Saturday, July 30, 2016

you can't always get what you want.

I found out today that 9th/10th grade all-state audition requirements include a chunk of Mazas 18, at 118. About 70% of it is doable by me right this minute, but if I had all summer I could learn it. How can 9th and 10th graders do it, all of it, in tune, at tempo, nicely? The trills and downshifts in that one slurred run, argh.  

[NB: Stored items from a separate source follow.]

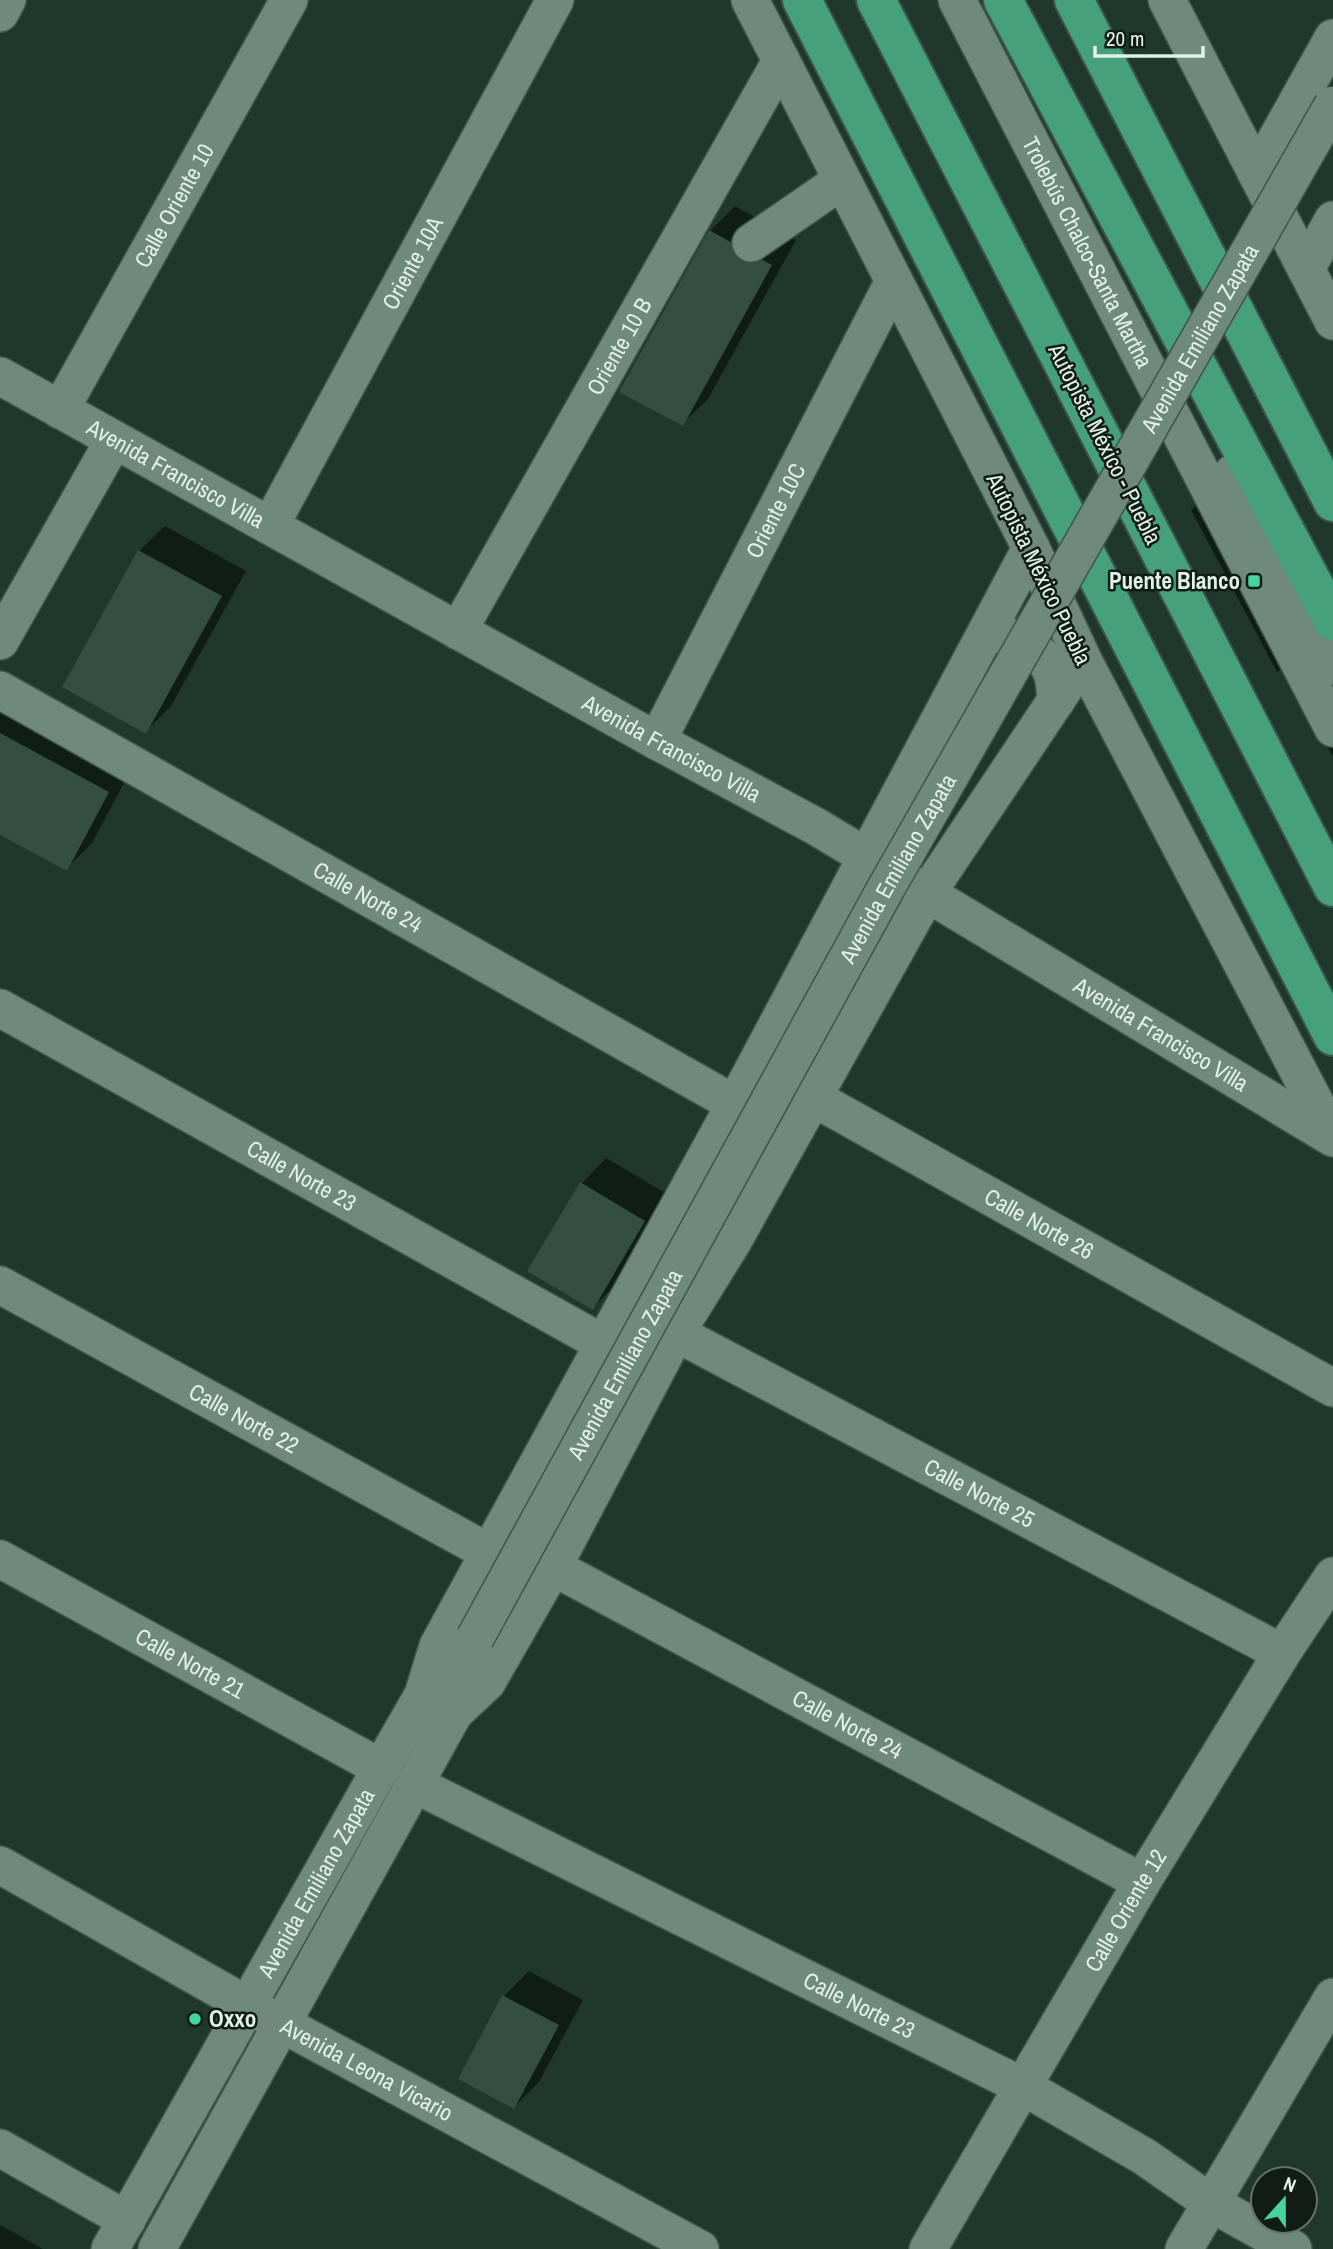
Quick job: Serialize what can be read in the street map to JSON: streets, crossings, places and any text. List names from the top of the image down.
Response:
{
  "streets": {
    "highway": ["Autopista México - Puebla", "Autopista México Puebla"],
    "street": [
      "Calle Oriente 10",
      "Trolebús Chalco-Santa Martha",
      "Oriente 10A",
      "Avenida Emiliano Zapata",
      "Oriente 10 B",
      "Avenida Francisco Villa",
      "Oriente 10C",
      "Calle Norte 24",
      "Calle Norte 23",
      "Calle Norte 26",
      "Calle Norte 22",
      "Calle Norte 25",
      "Calle Norte 21",
      "Calle Oriente 12",
      "Avenida Leona Vicario"
    ]
  },
  "crossings": [
    ["Calle Oriente 10", "Avenida Francisco Villa"],
    ["Oriente 10A", "Avenida Francisco Villa"],
    ["Avenida Emiliano Zapata", "Calle Norte 23"],
    ["Avenida Emiliano Zapata", "Calle Norte 21"],
    ["Avenida Emiliano Zapata", "Avenida Leona Vicario"],
    ["Oriente 10 B", "Avenida Francisco Villa"],
    ["Oriente 10 B", "Autopista México Puebla"],
    ["Avenida Francisco Villa", "Oriente 10C"],
    ["Avenida Francisco Villa", "Autopista México Puebla"],
    ["Oriente 10C", "Autopista México Puebla"],
    ["Calle Norte 24", "Calle Oriente 12"],
    ["Calle Norte 23", "Calle Oriente 12"],
    ["Calle Norte 25", "Calle Oriente 12"]
  ],
  "places": {
    "transit": ["Puente Blanco"],
    "other": ["Oxxo"]
  },
  "scale_bar": "20 m",
  "north": "top"
}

Anyway, I could conceivably audition for all-state and reasonably hope for a spot, except for the little matter of my age. You might say, "so what, Joe Positive, you don't have to actually earn a place in a kid's orchestra to prove to yourself that you're learning. Just keep on learning, enjoy the journey..." But it's not that I want to get into all-state. I want the experience of auditioning, I want the audition hanging over my head to make me learn and polish a piece. I want to finish something I start. The process of preparing for all-state auditions gives kids something important and intangible. I get that once a year at most, at recital time. It would be nice to have more of that.

Tuesday, July 19, 2016

dog days

These are the worst days of the year.

Physically unwell, whether due to age or general unwellness I just don't know. This morning I had heartburn from the start of my run; I made it about 4 miles and then decided fuck it, I'll walk. Could not eat anything at all until after noon. Felt better after that, but skipped the walk this evening. Feet have been cramping all night, not good if I practice viola while standing, which I do. Will I be able to run tomorrow? I don't know.

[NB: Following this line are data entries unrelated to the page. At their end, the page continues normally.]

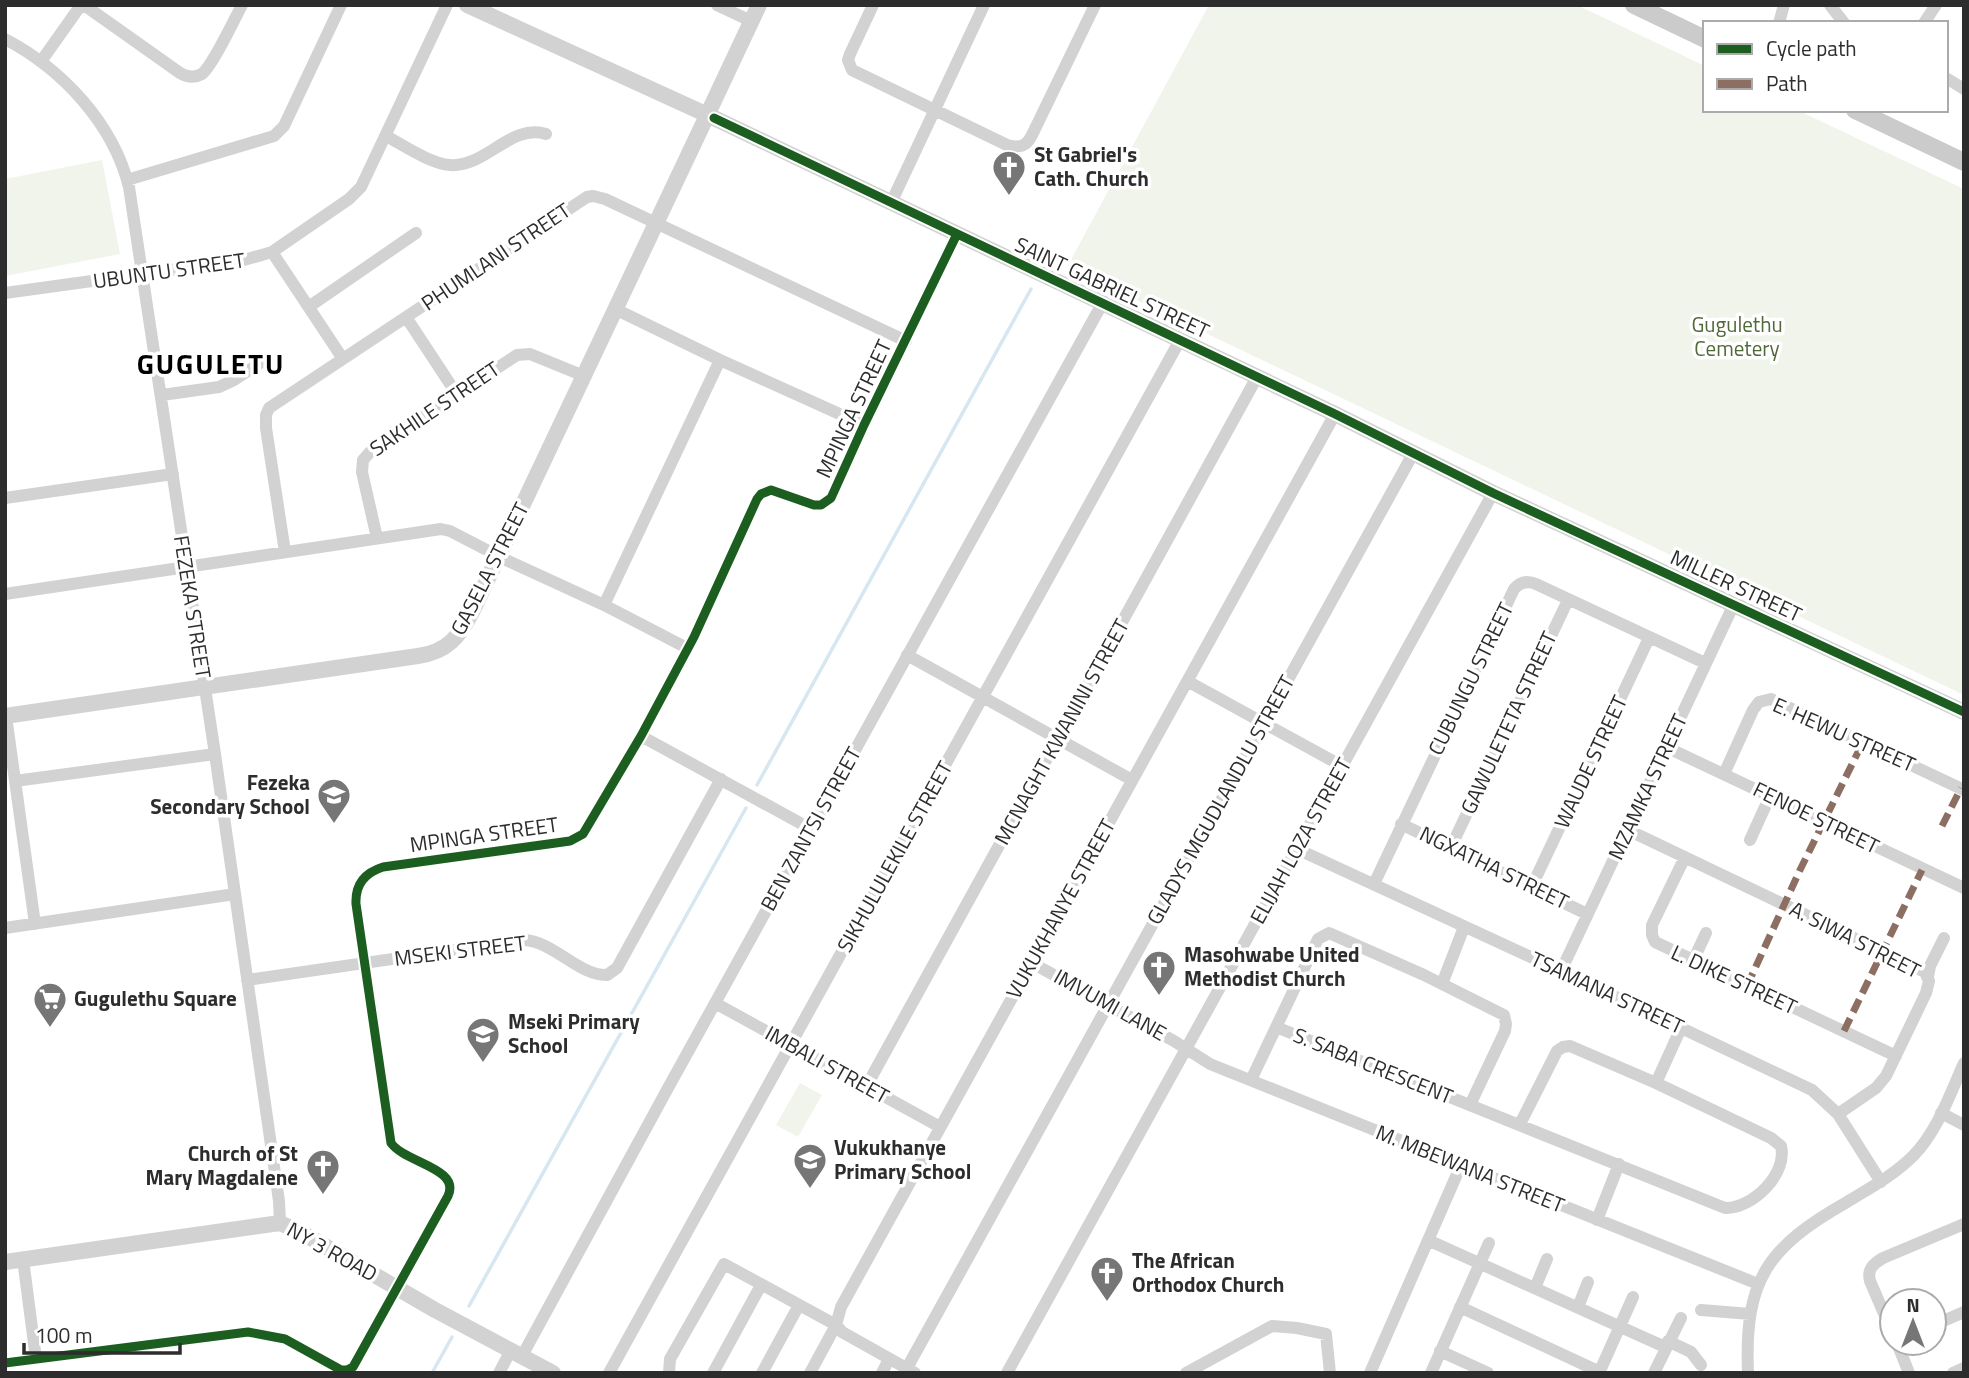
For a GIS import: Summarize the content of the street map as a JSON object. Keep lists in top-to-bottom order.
{
  "streets": {
    "street": [
      "PHUMLANI STREET",
      "UBUNTU STREET",
      "SAINT GABRIEL STREET",
      "SAKHILE STREET",
      "MPINGA STREET",
      "GASELA STREET",
      "MILLER STREET",
      "FEZEKA STREET",
      "CUBUNGU STREET",
      "GAWULETETA STREET",
      "MCNAGHT KWANINI STREET",
      "E. HEWU STREET",
      "WAUDE STREET",
      "MZAMKA STREET",
      "GLADYS MGUDLANDLU STREET",
      "FENOE STREET",
      "BEN ZANTSI STREET",
      "ELIJAH LOZA STREET",
      "SIKHULULEKILE STREET",
      "NGXATHA STREET",
      "VUKUKHANYE STREET",
      "A. SIWA STREET",
      "MSEKI STREET",
      "L. DIKE STREET",
      "TSAMANA STREET",
      "IMVUMI LANE",
      "IMBALI STREET",
      "S. SABA CRESCENT",
      "M. MBEWANA STREET",
      "NY 3 ROAD"
    ]
  },
  "crossings": [
    ["PHUMLANI STREET", "MPINGA STREET"],
    ["PHUMLANI STREET", "GASELA STREET"],
    ["UBUNTU STREET", "FEZEKA STREET"],
    ["SAINT GABRIEL STREET", "MPINGA STREET"],
    ["SAINT GABRIEL STREET", "GASELA STREET"],
    ["SAINT GABRIEL STREET", "MILLER STREET"],
    ["SAINT GABRIEL STREET", "MCNAGHT KWANINI STREET"],
    ["SAINT GABRIEL STREET", "GLADYS MGUDLANDLU STREET"],
    ["SAINT GABRIEL STREET", "BEN ZANTSI STREET"],
    ["SAINT GABRIEL STREET", "ELIJAH LOZA STREET"],
    ["SAINT GABRIEL STREET", "SIKHULULEKILE STREET"],
    ["SAINT GABRIEL STREET", "VUKUKHANYE STREET"],
    ["SAKHILE STREET", "GASELA STREET"],
    ["MPINGA STREET", "MSEKI STREET"],
    ["MPINGA STREET", "NY 3 ROAD"],
    ["GASELA STREET", "FEZEKA STREET"],
    ["MILLER STREET", "MZAMKA STREET"],
    ["MILLER STREET", "ELIJAH LOZA STREET"],
    ["FEZEKA STREET", "MSEKI STREET"],
    ["FEZEKA STREET", "NY 3 ROAD"],
    ["CUBUNGU STREET", "GAWULETETA STREET"],
    ["CUBUNGU STREET", "WAUDE STREET"],
    ["CUBUNGU STREET", "MZAMKA STREET"],
    ["CUBUNGU STREET", "NGXATHA STREET"],
    ["CUBUNGU STREET", "TSAMANA STREET"],
    ["GAWULETETA STREET", "NGXATHA STREET"],
    ["MCNAGHT KWANINI STREET", "IMBALI STREET"],
    ["E. HEWU STREET", "FENOE STREET"],
    ["WAUDE STREET", "NGXATHA STREET"],
    ["MZAMKA STREET", "FENOE STREET"],
    ["MZAMKA STREET", "NGXATHA STREET"],
    ["MZAMKA STREET", "A. SIWA STREET"],
    ["MZAMKA STREET", "TSAMANA STREET"],
    ["GLADYS MGUDLANDLU STREET", "IMVUMI LANE"],
    ["BEN ZANTSI STREET", "IMBALI STREET"],
    ["BEN ZANTSI STREET", "NY 3 ROAD"],
    ["ELIJAH LOZA STREET", "TSAMANA STREET"],
    ["ELIJAH LOZA STREET", "IMVUMI LANE"],
    ["ELIJAH LOZA STREET", "M. MBEWANA STREET"],
    ["SIKHULULEKILE STREET", "IMBALI STREET"],
    ["VUKUKHANYE STREET", "IMVUMI LANE"],
    ["VUKUKHANYE STREET", "IMBALI STREET"],
    ["A. SIWA STREET", "L. DIKE STREET"],
    ["A. SIWA STREET", "TSAMANA STREET"],
    ["IMVUMI LANE", "M. MBEWANA STREET"],
    ["S. SABA CRESCENT", "M. MBEWANA STREET"]
  ],
  "districts": ["GUGULETU"],
  "parks": ["Gugulethu Cemetery"],
  "places": {
    "church": [
      "St Gabriel's Cath. Church",
      "Masohwabe United Methodist Church",
      "Church of St Mary Magdalene",
      "The African Orthodox Church"
    ],
    "school or university": ["Fezeka Secondary School", "Mseki Primary School", "Vukukhanye Primary School"],
    "supermarket": ["Gugulethu Square"]
  },
  "legend": ["Cycle path", "Path"],
  "scale_bar": "100 m",
  "north": "top"
}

At work I am busy with something I don't know anything about. I worry that I will break something. Despite this ignorance and sense of incompetence, I am also bored. The technology is nothing new; it will always be nothing new (i.e., TSQL). We are not using this old technology to do anything new or interesting either. This is a dead end, not where I wanted to be at this stage. I am counting the days until retirement.

My lack of motivation has almost extended to music. Almost, but not quite. I am teacherless at the moment, so tonight I put aside the things I had been working on for lessons and camp, and just played...scales. Light fingers, heavy bow scales, accelerations up to 8 notes/bow and even some goofy tries at 12/bow. And some exercises from Sevcik 8 and 9, which I haven't had time for in a long while. I was pleasantly surprised at how much easier these were now that I can read better; knowing what key I was in plus being able to read ahead helped me find the right interval so much more easily. 

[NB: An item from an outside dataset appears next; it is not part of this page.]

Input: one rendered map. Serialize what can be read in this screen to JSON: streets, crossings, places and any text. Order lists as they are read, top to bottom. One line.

Something about this kind of woodshedding is very soothing. I don't have to try to be musical, just get these foundation skills more solid. 

Sunday, July 17, 2016

the tipping point

This latest discussion over on violinist.com has pushed my buttons. There are a few participants who are very open about their contempt for adult beginner string players. It reminds me of when my teacher told me that "everyone" (he and his colleagues) hates listening to adults play, hates working with them, only does it for the money. That anyone can say that and not care who hears it - indeed, to say it to the audience who would least appreciate it - really blows my mind.

I am especially sensitive to ageism lately, to the point where *I* cringe to see adults playing string instruments or trying to describe their experiences learning. The little asshole voice in my head says "not for you, not for you, that world is not for you, you will always be out of place, you will always look silly and ridiculous." Maybe learning to play this instrument should just be for my own enjoyment, to be heard only by myself and the dogs, and whatever teacher will put up with me.

ten years after

Ten years ago my dearest friend committed suicide. He would have been 51 this year.